For the past few years, there has been an onslaught of articles questioning the worth of higher education. Many of these have been examining the return on investment for MBA programs as well. Yet for all of the number crunching and statistics (hint: almost every major study confirms that education pays off), I found very little resources on the types of options available that new graduates can take, especially the widely discussed MBA, other than types of careers that can be pursued.
So what can you do after graduation? It turns out, a whole lot.
It's been a little over six months after I graduated from my MBA program at Marylhurst University. During that time, I wrote/published a book, delivered a TEDx talk, gave workshops/speeches in several major universities and conferences, continued my education with additional classes, got a new job, filed a law brief, and started developing a new digital marketing program for a local college (in addition to touring with my band).
As MBA graduates, we have amazing opportunities and choices available, even if we don't realize it. All we have to do is take some of that entrepreneurship and research ability learned in the program and apply it to our own lives as if it were a startup.
Here are some of the things that you can do with your new degree:
1. Teach at a college: Now that you have a Master's degree, you can begin applying for adjunct positions at local colleges and universities, especially in areas where you have great experience. Of course, these institutions prefer someone with experience, so find as many opportunities to speak, deliver workshops or panels, or mentor as possible. If you have a hobby (such as cooking, dancing, or tattooing), you could teach a community education class.
2. Contact your alumni network: One of the biggest benefits to an MBA program is getting to know your cohort. Hopefully, you've developed relationships with classmates along the way. Continue building those relationships through your school's alumni network so you can learn about career and business opportunities.
3. Apply for conferences: The biggest requirement to presenting at any conference is a great idea. Learn how to develop a pitch for your ideas/lessons, then work on your presentation skills (try joining Toastmasters). Create an account at ExpertFile. Update your Linkedin. Look for industry gatherings in your area and contact them about speaking. It's great for your resume and it expands your network.
4. Learn more skills: Now that you've received some broad business training with your degree, you can refine it by developing new skills. Try taking courses through a MOOC or community college. With so many inexpensive and flexible programs, time and affordability are no longer valid excuses.
5. Explore career options: Now that you have a new degree, see if you have opportunities to advance in your organization.

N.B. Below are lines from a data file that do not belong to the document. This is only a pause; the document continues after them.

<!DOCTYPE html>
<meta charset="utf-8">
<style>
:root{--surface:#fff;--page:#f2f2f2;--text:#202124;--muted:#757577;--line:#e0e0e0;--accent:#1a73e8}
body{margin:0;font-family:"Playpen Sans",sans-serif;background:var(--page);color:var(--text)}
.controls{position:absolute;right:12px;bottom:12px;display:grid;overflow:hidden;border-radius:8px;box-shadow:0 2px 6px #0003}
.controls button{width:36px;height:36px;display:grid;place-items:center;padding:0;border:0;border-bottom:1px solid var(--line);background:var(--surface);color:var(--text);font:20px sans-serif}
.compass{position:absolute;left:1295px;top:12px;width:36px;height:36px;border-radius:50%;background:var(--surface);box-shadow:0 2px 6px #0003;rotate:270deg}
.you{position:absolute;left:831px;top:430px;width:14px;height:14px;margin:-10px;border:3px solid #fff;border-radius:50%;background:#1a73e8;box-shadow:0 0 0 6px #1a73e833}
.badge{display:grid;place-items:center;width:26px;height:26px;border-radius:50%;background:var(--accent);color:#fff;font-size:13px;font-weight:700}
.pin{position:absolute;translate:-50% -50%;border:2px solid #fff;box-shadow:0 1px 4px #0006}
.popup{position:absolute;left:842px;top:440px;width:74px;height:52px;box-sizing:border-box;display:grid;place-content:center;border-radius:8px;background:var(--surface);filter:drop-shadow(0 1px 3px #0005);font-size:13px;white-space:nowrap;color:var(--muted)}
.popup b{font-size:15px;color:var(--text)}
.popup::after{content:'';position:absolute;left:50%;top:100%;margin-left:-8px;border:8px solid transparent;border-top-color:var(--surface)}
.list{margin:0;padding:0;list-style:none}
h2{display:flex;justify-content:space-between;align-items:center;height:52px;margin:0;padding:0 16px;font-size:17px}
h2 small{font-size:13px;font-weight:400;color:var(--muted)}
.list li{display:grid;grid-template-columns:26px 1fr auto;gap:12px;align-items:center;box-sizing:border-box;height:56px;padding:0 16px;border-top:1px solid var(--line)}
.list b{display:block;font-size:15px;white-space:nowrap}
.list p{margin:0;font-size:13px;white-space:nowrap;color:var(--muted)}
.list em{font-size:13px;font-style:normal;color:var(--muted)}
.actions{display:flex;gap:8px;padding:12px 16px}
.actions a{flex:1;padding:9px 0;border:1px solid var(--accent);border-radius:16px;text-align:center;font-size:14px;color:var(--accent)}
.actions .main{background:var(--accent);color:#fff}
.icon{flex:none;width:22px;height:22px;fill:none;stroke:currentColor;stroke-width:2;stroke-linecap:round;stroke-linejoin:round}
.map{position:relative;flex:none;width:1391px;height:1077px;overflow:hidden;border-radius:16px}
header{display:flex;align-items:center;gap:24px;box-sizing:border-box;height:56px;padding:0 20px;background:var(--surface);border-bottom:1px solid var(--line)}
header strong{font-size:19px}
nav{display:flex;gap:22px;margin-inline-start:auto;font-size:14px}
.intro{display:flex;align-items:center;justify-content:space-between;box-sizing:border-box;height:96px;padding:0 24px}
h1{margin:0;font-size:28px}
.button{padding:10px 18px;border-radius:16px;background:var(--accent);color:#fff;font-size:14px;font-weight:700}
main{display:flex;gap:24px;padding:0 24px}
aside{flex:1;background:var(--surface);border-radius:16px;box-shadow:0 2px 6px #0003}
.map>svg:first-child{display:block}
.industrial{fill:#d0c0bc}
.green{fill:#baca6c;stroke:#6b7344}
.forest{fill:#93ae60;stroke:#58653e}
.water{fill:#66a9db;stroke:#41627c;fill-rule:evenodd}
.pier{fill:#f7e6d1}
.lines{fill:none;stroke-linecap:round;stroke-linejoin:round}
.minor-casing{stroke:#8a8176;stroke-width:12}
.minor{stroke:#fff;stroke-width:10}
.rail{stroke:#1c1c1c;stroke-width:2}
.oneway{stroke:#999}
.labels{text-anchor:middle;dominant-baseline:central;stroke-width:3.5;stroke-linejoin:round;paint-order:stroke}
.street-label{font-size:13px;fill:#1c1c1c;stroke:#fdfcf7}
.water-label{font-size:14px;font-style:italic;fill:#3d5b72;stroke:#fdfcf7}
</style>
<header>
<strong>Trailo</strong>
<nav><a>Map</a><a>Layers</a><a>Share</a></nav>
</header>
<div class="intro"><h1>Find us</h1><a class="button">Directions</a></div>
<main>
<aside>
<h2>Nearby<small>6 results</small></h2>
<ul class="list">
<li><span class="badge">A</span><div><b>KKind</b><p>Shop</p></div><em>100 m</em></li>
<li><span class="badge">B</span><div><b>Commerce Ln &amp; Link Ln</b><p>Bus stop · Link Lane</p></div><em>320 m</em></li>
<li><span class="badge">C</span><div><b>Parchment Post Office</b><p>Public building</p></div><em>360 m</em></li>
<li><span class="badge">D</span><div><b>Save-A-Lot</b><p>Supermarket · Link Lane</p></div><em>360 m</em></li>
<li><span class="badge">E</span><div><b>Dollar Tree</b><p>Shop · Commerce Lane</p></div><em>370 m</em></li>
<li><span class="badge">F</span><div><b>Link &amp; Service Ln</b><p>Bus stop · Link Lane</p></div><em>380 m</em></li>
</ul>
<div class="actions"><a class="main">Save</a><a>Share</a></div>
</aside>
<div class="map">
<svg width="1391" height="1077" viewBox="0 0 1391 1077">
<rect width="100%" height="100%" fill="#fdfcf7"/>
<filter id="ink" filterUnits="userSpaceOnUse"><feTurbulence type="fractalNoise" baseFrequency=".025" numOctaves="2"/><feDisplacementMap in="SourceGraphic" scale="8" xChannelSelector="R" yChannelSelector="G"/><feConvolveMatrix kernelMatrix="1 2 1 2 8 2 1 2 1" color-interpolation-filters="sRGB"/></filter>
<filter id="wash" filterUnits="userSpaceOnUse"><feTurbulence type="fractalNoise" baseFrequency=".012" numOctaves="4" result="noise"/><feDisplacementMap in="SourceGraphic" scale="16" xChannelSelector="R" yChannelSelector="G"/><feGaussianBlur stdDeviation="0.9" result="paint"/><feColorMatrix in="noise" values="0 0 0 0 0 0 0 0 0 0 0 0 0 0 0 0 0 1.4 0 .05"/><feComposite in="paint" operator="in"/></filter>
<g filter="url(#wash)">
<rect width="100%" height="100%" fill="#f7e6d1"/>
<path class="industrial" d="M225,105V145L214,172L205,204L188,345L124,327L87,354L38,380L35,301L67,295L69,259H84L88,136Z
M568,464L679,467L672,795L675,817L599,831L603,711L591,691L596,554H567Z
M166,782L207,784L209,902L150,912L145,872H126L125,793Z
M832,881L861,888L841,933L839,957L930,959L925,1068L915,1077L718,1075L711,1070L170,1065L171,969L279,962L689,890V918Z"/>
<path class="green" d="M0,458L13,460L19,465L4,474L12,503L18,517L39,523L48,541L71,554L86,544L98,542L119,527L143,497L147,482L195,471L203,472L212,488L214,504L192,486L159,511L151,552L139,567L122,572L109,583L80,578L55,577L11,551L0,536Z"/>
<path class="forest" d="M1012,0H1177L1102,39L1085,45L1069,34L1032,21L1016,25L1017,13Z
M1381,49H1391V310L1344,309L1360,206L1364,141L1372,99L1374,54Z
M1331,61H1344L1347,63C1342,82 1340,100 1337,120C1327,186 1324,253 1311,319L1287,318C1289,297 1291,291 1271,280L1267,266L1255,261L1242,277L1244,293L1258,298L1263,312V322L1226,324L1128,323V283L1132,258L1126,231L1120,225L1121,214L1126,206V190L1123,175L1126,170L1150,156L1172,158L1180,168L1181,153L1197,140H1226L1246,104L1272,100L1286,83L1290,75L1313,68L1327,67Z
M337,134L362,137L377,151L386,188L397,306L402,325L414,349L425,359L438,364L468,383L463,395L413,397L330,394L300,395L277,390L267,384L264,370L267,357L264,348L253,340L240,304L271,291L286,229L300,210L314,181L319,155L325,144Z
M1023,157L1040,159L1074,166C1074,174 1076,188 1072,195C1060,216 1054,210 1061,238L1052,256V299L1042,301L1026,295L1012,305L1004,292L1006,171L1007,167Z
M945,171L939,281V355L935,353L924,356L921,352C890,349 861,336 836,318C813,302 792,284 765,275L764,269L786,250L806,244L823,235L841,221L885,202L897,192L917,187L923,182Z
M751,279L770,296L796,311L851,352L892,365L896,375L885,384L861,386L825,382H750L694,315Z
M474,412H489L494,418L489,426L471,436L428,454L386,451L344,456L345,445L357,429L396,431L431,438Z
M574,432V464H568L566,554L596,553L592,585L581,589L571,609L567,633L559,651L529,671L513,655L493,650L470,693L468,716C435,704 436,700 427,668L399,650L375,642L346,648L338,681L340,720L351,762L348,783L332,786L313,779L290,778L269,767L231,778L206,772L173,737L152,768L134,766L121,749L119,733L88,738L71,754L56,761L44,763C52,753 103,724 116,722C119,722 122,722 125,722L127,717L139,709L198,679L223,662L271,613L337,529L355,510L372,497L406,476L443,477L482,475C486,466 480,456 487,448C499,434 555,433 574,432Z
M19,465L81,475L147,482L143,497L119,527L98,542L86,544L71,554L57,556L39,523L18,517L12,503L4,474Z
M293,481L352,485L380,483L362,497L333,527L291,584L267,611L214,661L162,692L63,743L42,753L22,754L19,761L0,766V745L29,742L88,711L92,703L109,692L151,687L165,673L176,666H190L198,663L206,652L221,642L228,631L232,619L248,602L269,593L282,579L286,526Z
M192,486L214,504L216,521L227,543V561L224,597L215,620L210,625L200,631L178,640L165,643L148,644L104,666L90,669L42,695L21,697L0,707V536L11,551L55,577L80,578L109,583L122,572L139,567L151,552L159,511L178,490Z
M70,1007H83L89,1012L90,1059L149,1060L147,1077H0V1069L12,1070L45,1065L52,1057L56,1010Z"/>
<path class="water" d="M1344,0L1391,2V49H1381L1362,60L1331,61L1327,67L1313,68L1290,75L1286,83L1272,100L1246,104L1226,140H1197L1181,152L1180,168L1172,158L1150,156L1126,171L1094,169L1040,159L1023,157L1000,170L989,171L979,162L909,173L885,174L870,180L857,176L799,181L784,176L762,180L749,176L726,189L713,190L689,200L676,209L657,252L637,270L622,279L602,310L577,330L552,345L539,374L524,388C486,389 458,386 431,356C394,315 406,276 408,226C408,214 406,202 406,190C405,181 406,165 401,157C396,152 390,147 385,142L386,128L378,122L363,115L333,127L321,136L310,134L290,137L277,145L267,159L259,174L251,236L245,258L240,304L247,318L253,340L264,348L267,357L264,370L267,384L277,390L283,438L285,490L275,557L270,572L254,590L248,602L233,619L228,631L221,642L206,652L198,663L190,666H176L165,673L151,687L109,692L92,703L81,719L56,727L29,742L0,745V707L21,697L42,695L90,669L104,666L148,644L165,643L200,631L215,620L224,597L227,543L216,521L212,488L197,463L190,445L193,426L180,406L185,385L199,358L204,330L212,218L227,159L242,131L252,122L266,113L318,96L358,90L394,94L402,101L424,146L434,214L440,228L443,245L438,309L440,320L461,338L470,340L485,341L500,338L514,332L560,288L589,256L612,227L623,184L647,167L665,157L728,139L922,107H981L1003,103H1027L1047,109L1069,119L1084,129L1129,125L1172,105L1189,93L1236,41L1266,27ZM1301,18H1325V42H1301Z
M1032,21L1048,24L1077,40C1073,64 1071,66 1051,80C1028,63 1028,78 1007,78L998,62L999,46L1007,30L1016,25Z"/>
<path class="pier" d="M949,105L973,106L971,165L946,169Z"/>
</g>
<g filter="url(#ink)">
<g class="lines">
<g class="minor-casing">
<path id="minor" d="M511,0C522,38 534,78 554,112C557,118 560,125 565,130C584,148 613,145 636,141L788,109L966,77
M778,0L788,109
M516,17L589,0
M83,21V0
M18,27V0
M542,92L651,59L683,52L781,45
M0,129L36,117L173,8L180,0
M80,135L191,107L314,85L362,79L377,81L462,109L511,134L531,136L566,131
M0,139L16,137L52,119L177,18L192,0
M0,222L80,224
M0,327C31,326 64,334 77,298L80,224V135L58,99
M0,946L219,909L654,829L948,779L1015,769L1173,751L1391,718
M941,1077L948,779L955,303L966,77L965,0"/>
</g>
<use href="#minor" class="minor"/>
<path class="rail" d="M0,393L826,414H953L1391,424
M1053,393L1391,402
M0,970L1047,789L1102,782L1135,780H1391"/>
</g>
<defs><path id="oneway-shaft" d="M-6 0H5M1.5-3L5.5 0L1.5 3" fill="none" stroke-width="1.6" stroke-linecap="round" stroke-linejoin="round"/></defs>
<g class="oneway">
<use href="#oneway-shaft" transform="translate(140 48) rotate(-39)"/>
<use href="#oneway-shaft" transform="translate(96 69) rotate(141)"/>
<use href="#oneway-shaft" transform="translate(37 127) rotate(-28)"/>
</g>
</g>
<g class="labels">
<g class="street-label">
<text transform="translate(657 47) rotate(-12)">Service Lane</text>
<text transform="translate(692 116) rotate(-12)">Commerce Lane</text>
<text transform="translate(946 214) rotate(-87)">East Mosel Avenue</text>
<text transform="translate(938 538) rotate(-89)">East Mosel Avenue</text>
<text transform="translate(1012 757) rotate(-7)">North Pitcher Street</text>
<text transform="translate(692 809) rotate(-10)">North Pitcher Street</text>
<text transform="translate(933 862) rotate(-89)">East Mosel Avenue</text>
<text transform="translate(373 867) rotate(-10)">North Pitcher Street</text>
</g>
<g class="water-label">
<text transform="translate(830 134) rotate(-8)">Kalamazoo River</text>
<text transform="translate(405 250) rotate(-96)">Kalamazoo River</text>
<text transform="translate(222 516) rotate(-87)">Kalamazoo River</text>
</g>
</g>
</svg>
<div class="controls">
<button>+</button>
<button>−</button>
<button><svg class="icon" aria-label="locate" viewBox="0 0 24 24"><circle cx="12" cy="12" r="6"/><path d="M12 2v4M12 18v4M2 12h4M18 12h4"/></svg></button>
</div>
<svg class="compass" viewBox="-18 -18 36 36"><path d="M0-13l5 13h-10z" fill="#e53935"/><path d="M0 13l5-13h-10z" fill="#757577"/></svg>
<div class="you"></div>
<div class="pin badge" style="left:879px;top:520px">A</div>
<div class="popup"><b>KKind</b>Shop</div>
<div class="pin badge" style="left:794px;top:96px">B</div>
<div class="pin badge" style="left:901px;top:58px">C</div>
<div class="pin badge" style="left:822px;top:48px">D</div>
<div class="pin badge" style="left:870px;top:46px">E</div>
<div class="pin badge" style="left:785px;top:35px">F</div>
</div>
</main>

If you feel limited there, you might consider looking at available jobs - after you've updated your resume, of course.
6. Start a business or nonprofit: If you are passionate about a cause or a hobby, you might consider applying that business knowledge to create a sustainable career option for yourself. Talk to instructors or classmates that you're still in touch with; they can help refine your idea or maybe even know some possible investors.
7. Take time off: Graduate school is tough. You might reward yourself with a self-discovery process such as traveling. It's good to refresh and get your bearings. It might even help you refine your future goals.
8. Volunteer or join a board: One of the best ways to keep your skills up to date is simply using them. Nonprofit organizations are always looking for skilled volunteers and board members. They can also be a great place to network while helping a cause that you value. If you're unsure where to volunteer your time, try using a site like Volunteermatch or contact the foundation of your alma mater.
9. Travel abroad: Consider working or volunteering for an organization abroad. It can be a fantastic way to learn about another culture, developing new skills, and creating some incredible memories.
10. Freelance work: You can take some of those specialized skills and experiences and do some freelance work as a consultant, mentor, coach, or one-off contract jobs. Not only will you get some extra income, but it's a good way to experience multiple industries, types of organizations, and working styles while honing your talent.
11. Rotary/civc organizations: Rotary International is always looking for great members, speakers, and people who want to contribute. Local chapters are often comprised of business leaders who are also passionate about solving major world issues. If you Rotary doesn't appeal to you, there are many other member-driven civic organizations to join and get involved in.
Graduate school is a large investment of your time and money. If you really want to get the most out of it, you should be exploring all possible options and not just waiting for opportunities to come to you. Use the same kind of resourcefulness and dedication that you applied for your capstone project or thesis. In MBA programs, we're trained to turn around businesses, look for new opportunities, increase brand visibility, and create stable sources of funding.
Sometimes, the best approach is to treat yourself like a brand/business. If your career was a business, how would you create opportunities? Begin today -- that way, you can begin paying down those student loans!